MATERIAL SHOWN.
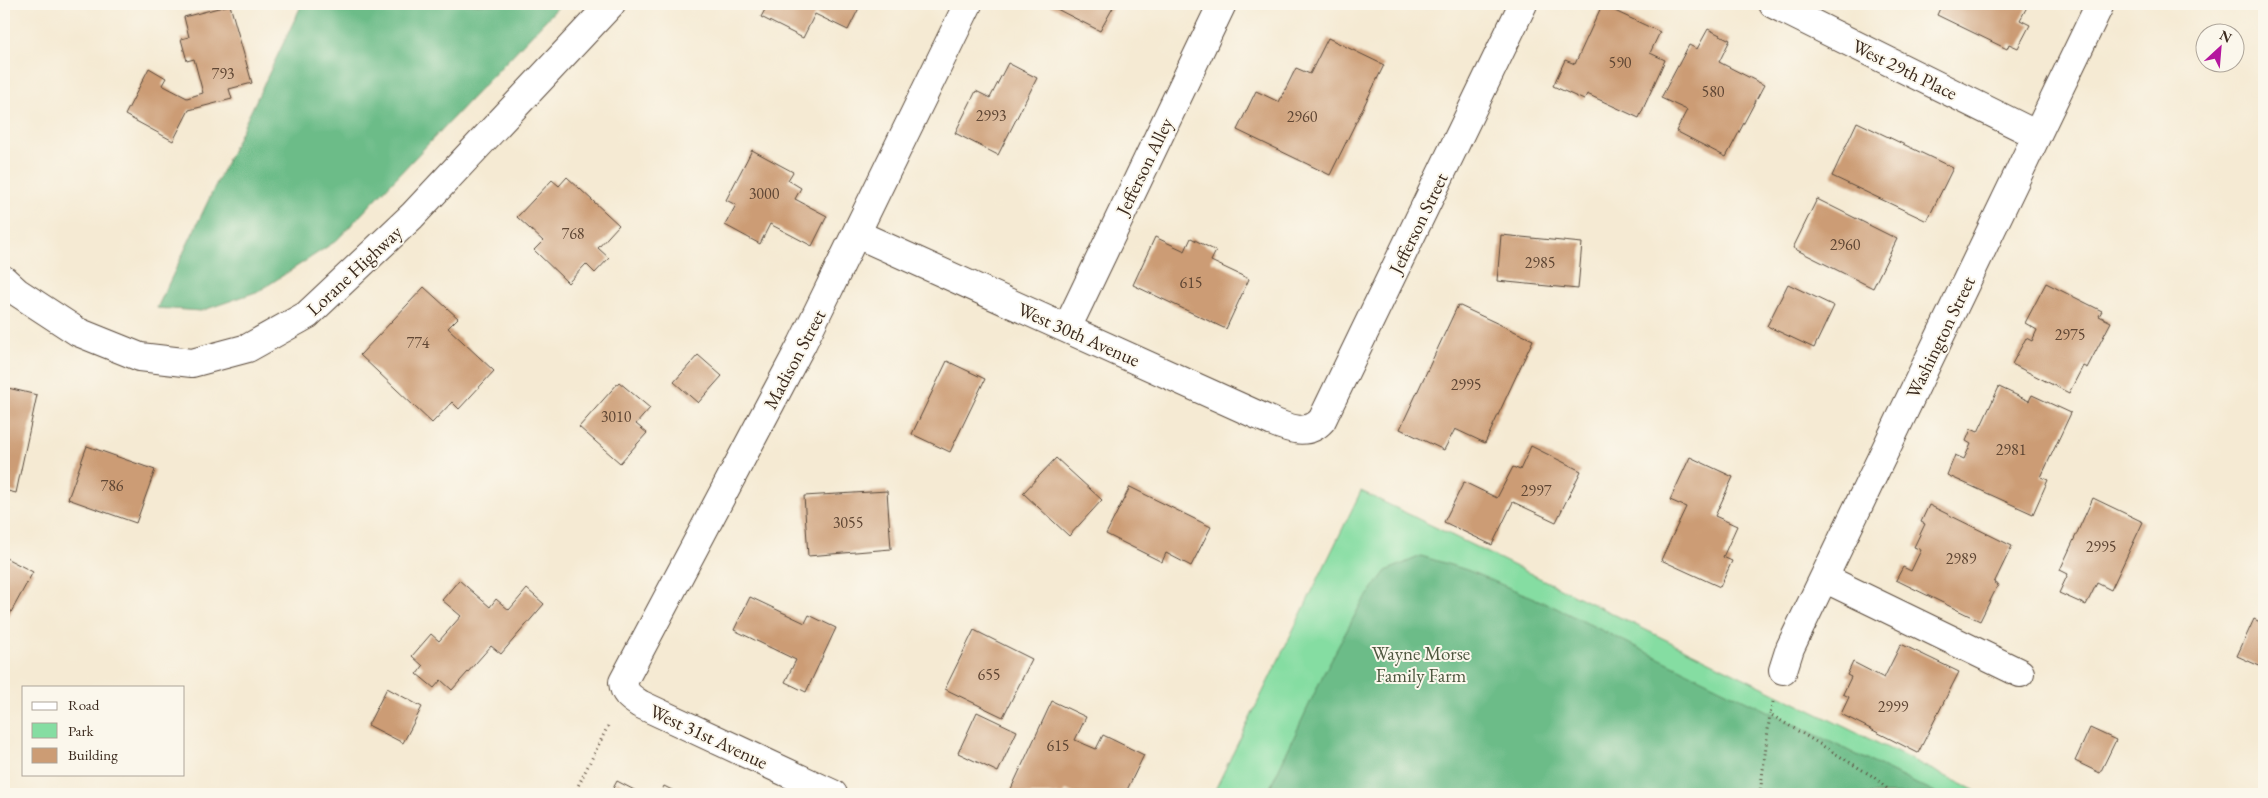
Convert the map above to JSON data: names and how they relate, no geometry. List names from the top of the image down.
{
  "streets": {
    "street": [
      "West 29th Place",
      "Jefferson Alley",
      "Jefferson Street",
      "Lorane Highway",
      "West 30th Avenue",
      "Washington Street",
      "Madison Street",
      "West 31st Avenue"
    ]
  },
  "crossings": [
    ["West 29th Place", "Washington Street"],
    ["Jefferson Alley", "West 30th Avenue"],
    ["Jefferson Street", "West 30th Avenue"],
    ["West 30th Avenue", "Madison Street"],
    ["Madison Street", "West 31st Avenue"]
  ],
  "parks": ["Wayne Morse Family Farm"],
  "house_numbers": [
    "590",
    "793",
    "580",
    "2993",
    "2960",
    "3000",
    "768",
    "2960",
    "2985",
    "615",
    "2975",
    "774",
    "2995",
    "3010",
    "2981",
    "786",
    "2997",
    "3055",
    "2995",
    "2989",
    "655",
    "2999",
    "615"
  ],
  "legend": ["Road", "Park", "Building"],
  "north": "top right"
}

TASK DETAILS. Transcribe all of the records above exactly; no image should appear in what you write.

WRITTEN SOLUTION.
Convert the map above to JSON data: names and how they relate, no geometry. List names from the top of the image down.
{
  "streets": {
    "street": [
      "West 29th Place",
      "Jefferson Alley",
      "Jefferson Street",
      "Lorane Highway",
      "West 30th Avenue",
      "Washington Street",
      "Madison Street",
      "West 31st Avenue"
    ]
  },
  "crossings": [
    ["West 29th Place", "Washington Street"],
    ["Jefferson Alley", "West 30th Avenue"],
    ["Jefferson Street", "West 30th Avenue"],
    ["West 30th Avenue", "Madison Street"],
    ["Madison Street", "West 31st Avenue"]
  ],
  "parks": ["Wayne Morse Family Farm"],
  "house_numbers": [
    "590",
    "793",
    "580",
    "2993",
    "2960",
    "3000",
    "768",
    "2960",
    "2985",
    "615",
    "2975",
    "774",
    "2995",
    "3010",
    "2981",
    "786",
    "2997",
    "3055",
    "2995",
    "2989",
    "655",
    "2999",
    "615"
  ],
  "legend": ["Road", "Park", "Building"],
  "north": "top right"
}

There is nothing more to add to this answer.